# AKA: A Quick Introduction to Word2Vec with Python and Gensim
@Aniello De Santo, Feb 06, 2020

## Setting up and getting some data

In [1]:
# We need a resource for our data
import nltk

In [None]:
# If you are using this in CoLab, also run this cell, otherwise you can skip it
import warnings
warnings.filterwarnings('ignore')

In [2]:
# We are going to use the brown corpus
nltk.download('brown')
from nltk.corpus import brown

[nltk_data] Downloading package brown to /Users/Ani/nltk_data...
[nltk_data]   Package brown is already up-to-date!


Let's start by printing a few sentences out of the "brown" corpus, to get an idea of what the data looks like.

In [3]:
brown_sent = brown.sents()
print(brown_sent[:3])

[['The', 'Fulton', 'County', 'Grand', 'Jury', 'said', 'Friday', 'an', 'investigation', 'of', "Atlanta's", 'recent', 'primary', 'election', 'produced', '``', 'no', 'evidence', "''", 'that', 'any', 'irregularities', 'took', 'place', '.'], ['The', 'jury', 'further', 'said', 'in', 'term-end', 'presentments', 'that', 'the', 'City', 'Executive', 'Committee', ',', 'which', 'had', 'over-all', 'charge', 'of', 'the', 'election', ',', '``', 'deserves', 'the', 'praise', 'and', 'thanks', 'of', 'the', 'City', 'of', 'Atlanta', "''", 'for', 'the', 'manner', 'in', 'which', 'the', 'election', 'was', 'conducted', '.'], ['The', 'September-October', 'term', 'jury', 'had', 'been', 'charged', 'by', 'Fulton', 'Superior', 'Court', 'Judge', 'Durwood', 'Pye', 'to', 'investigate', 'reports', 'of', 'possible', '``', 'irregularities', "''", 'in', 'the', 'hard-fought', 'primary', 'which', 'was', 'won', 'by', 'Mayor-nominate', 'Ivan', 'Allen', 'Jr.', '.']]


## Building the Model

We don't want to build the whole model from scratch, we will use the Gensim library instead.

In [4]:
from gensim.models import Word2Vec

We can now build an instance of the model!

In [5]:
# This is the whole model for the brown corpus (it might take a few minutes)!
brown_model = Word2Vec(brown_sent)

Let's look at an example!

In [6]:
test1 = brown_model.wv.most_similar('blue')
print("Most similar to 'blue':\n", test1[:3])

Most similar to 'blue':
 [('red', 0.9619253873825073), ('gray', 0.9619019031524658), ('green', 0.9586248397827148)]


## Refining the model

Word2Vec takes a broad range of parameters. In our example above, we only chose where to get our sentences from, and we used the *default* settings for the rest.
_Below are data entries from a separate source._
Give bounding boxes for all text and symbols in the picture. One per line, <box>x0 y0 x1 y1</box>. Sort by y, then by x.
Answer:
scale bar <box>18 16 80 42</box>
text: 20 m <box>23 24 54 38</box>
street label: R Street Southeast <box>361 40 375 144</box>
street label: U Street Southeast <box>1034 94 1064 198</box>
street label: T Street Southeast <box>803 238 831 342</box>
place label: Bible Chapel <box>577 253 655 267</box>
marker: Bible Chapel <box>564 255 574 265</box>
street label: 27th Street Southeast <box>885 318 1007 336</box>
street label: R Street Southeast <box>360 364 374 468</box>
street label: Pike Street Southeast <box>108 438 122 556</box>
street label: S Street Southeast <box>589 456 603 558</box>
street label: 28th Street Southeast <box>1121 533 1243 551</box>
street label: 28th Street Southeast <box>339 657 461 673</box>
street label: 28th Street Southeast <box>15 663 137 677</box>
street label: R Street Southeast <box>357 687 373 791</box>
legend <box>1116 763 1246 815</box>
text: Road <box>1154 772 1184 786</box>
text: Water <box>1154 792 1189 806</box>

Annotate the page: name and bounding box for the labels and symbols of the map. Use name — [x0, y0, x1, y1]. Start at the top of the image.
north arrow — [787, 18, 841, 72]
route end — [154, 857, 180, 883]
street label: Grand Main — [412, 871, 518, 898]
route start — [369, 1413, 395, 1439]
But let's now look at a few that are most relevant (you can find a full list here: https://radimrehurek.com/gensim/models/word2vec.html):

- **size**: The dimensionality of our embeddings (i.e. the length of each word vector).
- **window**: Which words are considered contexts of the target. The size of window affects the type of similarity captured in the embeddings.
- **negative**: The number of negative samples (incorrect training-pair instances) that are drawn for each good.
- **sg**: Training algorithm -- 1 for skip-gram; otherwise CBOW.
- **min_count**: Ignores all words with total frequency lower than this.
- **iter**: Number of iterations (epochs) over the corpus.

So let's now train our model by explicitly setting some of these parameters!

In [7]:
# This is the whole model (it's going to take a few minutes!)
brown_model = Word2Vec(brown_sent, size = 300, window = 5, negative = 5, sg = 1, min_count = 5, iter = 10)

In [9]:
# We can do the same test as before
test = brown_model.wv.most_similar('blue')
print("Most similar to 'blue':\n", test[:3])

Most similar to 'blue':
 [('silk', 0.8611888885498047), ('gray', 0.8563375473022461), ('pink', 0.850502610206604)]


## Evaluating the Model

We are going to rely on our own **human intuitions** to decide how well the model is doing!

In [11]:
sim = brown_model.wv.similarity("cup", "water")
print("How similar is 'cup' to 'water':\n", sim)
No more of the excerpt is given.